In a rare move, the Whitney Museum of American Art will deaccession seven works from its collection, by Edward Hopper and other artists, at Sotheby’s next month.
A Whitney spokesperson said in a statement that the decision to sell the artworks came after an “in-depth multi-year study of [the museum’s] collection.” Proceeds from the sale will be used to “support future acquisitions.”
Hopper’s plaintive landscape Cobb’s Barns, South Truro (1930–33) highlights the group of works being offered by the Whitney. It will hit the block at Sotheby’s Modern art evening auction on May 16, carrying a pre-sale estimate of $8 million to $12 million.
Also up for sale are three Hopper watercolors, two pieces by John Marin, and an oil painting by Maurice Prendergast. These artworks will be featured in Sotheby’s Modern art day sale on May 17.
Representatives from Sotheby’s did not immediately respond to inquiries about their estimates.
“The works were carefully reviewed and selected by Whitney Museum stakeholders as part of this scholarly examination of the institution’s collections,” the statement went on. “It was determined that the works were duplicative within the collection. The Whitney looks forward to continuing to build and expand its collection.”

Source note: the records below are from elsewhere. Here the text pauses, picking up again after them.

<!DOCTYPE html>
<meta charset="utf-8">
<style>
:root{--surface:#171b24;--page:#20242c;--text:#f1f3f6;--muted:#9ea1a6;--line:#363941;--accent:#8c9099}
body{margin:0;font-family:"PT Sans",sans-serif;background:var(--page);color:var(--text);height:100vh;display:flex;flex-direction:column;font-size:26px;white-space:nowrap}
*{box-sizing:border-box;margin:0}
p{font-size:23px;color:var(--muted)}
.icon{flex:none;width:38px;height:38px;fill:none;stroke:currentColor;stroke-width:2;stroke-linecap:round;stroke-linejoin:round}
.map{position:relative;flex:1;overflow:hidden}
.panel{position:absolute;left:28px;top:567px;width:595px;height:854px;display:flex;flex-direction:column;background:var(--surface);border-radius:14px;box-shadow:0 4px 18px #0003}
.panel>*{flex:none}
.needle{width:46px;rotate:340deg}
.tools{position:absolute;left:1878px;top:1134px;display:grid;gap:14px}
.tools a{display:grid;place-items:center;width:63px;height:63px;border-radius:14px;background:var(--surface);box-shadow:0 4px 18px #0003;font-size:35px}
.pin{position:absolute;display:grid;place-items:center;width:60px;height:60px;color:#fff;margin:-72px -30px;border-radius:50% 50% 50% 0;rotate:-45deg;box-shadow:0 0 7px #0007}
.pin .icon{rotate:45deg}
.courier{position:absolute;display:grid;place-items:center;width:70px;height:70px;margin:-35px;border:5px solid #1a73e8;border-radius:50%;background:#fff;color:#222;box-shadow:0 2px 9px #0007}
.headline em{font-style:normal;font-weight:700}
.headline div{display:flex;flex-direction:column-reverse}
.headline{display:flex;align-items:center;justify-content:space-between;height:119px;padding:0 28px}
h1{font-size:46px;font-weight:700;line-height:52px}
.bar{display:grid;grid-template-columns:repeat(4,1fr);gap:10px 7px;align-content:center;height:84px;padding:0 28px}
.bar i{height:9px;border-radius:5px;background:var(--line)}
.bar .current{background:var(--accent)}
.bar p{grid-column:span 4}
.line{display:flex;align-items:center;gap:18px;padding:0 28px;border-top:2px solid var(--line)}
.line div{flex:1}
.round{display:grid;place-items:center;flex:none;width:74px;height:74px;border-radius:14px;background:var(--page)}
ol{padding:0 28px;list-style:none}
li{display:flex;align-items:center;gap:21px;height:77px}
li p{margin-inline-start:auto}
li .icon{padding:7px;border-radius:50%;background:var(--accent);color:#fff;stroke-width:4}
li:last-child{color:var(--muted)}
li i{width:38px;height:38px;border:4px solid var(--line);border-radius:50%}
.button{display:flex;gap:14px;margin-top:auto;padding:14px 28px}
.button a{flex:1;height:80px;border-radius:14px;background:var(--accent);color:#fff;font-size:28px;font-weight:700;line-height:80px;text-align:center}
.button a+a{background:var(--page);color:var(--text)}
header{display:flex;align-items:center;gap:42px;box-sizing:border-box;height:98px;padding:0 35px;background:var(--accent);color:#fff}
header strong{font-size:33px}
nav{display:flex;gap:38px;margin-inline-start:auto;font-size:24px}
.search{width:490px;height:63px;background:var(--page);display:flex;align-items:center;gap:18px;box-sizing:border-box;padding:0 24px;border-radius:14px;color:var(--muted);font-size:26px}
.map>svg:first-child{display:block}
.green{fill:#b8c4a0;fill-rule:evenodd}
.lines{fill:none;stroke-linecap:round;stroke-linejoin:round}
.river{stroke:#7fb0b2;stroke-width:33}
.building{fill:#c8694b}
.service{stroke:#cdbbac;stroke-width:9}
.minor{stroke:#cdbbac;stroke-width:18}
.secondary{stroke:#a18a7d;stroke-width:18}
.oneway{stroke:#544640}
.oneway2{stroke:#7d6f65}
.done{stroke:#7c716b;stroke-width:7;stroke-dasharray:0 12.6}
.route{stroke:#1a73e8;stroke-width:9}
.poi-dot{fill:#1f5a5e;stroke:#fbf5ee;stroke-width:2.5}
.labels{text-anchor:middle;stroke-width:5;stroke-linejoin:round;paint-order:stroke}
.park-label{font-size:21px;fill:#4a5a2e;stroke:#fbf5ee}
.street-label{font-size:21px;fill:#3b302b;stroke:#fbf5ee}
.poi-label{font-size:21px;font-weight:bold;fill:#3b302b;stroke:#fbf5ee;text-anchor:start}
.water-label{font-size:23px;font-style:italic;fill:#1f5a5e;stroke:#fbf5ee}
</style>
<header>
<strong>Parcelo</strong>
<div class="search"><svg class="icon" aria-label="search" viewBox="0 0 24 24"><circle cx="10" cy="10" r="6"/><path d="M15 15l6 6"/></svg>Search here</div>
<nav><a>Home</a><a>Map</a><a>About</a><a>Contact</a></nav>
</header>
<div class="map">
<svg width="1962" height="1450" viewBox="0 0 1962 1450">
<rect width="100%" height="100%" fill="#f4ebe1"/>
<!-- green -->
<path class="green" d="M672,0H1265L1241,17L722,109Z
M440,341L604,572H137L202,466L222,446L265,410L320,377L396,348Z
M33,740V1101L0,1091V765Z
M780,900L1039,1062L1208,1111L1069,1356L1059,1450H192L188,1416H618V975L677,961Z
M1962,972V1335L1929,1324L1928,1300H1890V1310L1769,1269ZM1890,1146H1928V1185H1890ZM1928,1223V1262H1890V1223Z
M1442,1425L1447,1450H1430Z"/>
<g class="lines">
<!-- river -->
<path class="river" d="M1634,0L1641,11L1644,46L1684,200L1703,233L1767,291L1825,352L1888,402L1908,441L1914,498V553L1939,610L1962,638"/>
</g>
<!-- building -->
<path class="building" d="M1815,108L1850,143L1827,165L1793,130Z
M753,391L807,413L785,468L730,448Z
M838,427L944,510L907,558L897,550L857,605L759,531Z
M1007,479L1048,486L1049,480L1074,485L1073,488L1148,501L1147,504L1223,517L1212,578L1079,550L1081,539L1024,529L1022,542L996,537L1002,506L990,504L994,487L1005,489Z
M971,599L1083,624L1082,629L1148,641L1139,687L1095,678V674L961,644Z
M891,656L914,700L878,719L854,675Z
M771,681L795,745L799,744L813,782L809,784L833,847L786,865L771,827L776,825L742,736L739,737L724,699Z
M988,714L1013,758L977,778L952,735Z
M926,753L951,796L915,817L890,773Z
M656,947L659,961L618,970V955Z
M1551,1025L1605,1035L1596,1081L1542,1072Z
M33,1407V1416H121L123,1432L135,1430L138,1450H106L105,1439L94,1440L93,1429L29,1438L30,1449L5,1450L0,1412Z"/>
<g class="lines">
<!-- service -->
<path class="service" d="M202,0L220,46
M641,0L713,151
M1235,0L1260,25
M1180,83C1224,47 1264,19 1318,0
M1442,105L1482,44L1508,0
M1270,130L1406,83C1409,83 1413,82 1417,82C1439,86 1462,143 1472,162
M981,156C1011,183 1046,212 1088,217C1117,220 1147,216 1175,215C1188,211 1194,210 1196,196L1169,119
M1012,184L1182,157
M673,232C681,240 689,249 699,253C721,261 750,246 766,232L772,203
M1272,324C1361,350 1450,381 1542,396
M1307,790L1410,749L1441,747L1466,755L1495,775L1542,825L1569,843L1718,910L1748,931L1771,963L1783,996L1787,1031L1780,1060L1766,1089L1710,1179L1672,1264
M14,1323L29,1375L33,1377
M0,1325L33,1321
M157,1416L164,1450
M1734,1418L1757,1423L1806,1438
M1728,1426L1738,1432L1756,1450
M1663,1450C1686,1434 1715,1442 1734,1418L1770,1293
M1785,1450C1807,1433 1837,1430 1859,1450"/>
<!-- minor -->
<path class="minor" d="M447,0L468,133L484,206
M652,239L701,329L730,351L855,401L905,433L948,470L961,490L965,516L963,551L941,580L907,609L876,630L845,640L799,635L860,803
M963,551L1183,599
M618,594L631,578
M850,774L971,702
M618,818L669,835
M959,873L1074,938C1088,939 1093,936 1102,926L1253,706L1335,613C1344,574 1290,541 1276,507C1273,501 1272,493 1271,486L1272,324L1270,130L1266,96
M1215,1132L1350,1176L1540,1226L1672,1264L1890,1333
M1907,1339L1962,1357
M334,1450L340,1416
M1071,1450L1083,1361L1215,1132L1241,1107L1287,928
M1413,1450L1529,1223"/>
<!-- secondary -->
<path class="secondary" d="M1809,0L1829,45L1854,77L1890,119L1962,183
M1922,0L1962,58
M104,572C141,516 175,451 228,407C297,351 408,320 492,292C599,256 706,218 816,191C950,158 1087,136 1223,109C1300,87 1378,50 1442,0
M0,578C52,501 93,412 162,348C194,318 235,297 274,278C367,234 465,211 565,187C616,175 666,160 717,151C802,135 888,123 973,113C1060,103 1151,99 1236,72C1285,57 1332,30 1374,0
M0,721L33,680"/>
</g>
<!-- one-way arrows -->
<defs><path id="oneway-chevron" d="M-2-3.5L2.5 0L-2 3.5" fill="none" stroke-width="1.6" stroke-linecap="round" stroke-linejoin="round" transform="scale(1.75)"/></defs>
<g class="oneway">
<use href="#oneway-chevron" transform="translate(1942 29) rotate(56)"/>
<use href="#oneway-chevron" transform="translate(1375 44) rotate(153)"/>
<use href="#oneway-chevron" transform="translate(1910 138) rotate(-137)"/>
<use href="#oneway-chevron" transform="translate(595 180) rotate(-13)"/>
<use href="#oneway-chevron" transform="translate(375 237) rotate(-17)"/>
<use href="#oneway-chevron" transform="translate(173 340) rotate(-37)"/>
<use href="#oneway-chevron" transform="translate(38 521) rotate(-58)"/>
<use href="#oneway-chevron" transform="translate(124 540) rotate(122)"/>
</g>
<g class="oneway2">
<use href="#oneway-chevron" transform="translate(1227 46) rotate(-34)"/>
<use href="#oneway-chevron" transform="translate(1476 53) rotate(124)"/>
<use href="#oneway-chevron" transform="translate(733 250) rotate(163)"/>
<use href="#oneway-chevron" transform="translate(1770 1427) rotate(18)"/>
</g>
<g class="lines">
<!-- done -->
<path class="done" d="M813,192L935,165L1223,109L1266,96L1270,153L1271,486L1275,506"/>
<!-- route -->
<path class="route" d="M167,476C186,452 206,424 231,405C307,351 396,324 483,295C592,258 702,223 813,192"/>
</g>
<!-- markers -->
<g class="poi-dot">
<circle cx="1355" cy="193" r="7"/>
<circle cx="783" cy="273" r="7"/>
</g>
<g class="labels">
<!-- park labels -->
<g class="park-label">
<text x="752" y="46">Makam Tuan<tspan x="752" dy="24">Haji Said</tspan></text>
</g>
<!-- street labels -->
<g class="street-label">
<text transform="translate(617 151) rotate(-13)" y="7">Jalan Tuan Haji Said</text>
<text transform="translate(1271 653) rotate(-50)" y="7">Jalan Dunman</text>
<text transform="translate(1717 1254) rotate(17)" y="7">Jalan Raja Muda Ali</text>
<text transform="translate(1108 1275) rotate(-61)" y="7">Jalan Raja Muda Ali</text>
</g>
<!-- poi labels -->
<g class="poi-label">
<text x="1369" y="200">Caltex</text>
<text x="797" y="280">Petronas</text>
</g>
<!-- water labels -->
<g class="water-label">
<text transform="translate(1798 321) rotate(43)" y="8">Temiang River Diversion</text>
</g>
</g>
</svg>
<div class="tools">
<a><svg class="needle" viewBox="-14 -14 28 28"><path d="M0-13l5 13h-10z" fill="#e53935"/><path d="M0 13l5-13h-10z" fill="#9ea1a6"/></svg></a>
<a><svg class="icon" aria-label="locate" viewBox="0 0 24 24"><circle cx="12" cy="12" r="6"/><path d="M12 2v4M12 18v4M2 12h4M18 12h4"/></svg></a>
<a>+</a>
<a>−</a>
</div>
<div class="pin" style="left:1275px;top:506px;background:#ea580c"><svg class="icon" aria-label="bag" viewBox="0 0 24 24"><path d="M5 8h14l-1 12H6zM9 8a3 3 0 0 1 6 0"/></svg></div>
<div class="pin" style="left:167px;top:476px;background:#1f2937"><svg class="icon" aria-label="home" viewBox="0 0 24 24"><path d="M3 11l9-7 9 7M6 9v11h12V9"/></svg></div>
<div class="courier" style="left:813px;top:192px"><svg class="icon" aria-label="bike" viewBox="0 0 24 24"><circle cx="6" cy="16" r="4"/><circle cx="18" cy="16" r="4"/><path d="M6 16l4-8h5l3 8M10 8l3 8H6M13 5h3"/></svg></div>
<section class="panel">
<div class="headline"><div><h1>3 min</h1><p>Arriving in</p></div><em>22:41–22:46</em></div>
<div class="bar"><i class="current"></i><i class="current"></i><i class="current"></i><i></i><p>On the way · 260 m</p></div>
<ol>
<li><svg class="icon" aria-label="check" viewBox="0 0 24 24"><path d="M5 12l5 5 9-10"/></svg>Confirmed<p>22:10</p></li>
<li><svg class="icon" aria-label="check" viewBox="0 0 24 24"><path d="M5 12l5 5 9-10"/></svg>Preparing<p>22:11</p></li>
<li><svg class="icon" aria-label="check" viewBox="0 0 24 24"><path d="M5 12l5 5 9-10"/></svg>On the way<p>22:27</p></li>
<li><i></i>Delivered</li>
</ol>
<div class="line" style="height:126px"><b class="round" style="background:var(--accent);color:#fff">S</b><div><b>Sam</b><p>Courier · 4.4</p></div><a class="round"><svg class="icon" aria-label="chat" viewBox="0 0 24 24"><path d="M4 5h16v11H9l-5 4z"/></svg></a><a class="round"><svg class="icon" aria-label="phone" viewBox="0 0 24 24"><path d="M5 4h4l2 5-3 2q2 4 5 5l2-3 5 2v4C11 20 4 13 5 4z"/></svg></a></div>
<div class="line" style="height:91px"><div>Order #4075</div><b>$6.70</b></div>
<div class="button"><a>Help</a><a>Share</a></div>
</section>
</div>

Hopper is particularly well-represented in the museum’s holdings. Notably, none of the artist’s works set to appear at auction were included in the Whitney’s recently closed retrospective of the artist. (Cobb’s Barns, South Truro did hang in the Oval Office during Barack Obama’s presidency.)
Jane Panetta, a curator and director of the collection at the Whitney, expanded upon the museum’s forthcoming sales in an interview with , which first reported the deaccession plan.
“We want to grow the collection,” she said. “This is part of hitting that goal, and it’s a goal we’ve had for a while, really since the museum moved to its current location in 2015.”
Panetta pointed to the Whitney’s founding mission to show work by living American artists, noting that all three painters represented in next month’s sales have long been diseased.
“We’re always thinking about how one defines ‘the museum of American art,’ being mindful of wanting the collection to accurately represent the United States,” she explained. “We think that means the collection has to evolve. We have to try and close critical gaps, and having endowment funds for acquisitions is a key means to doing that.”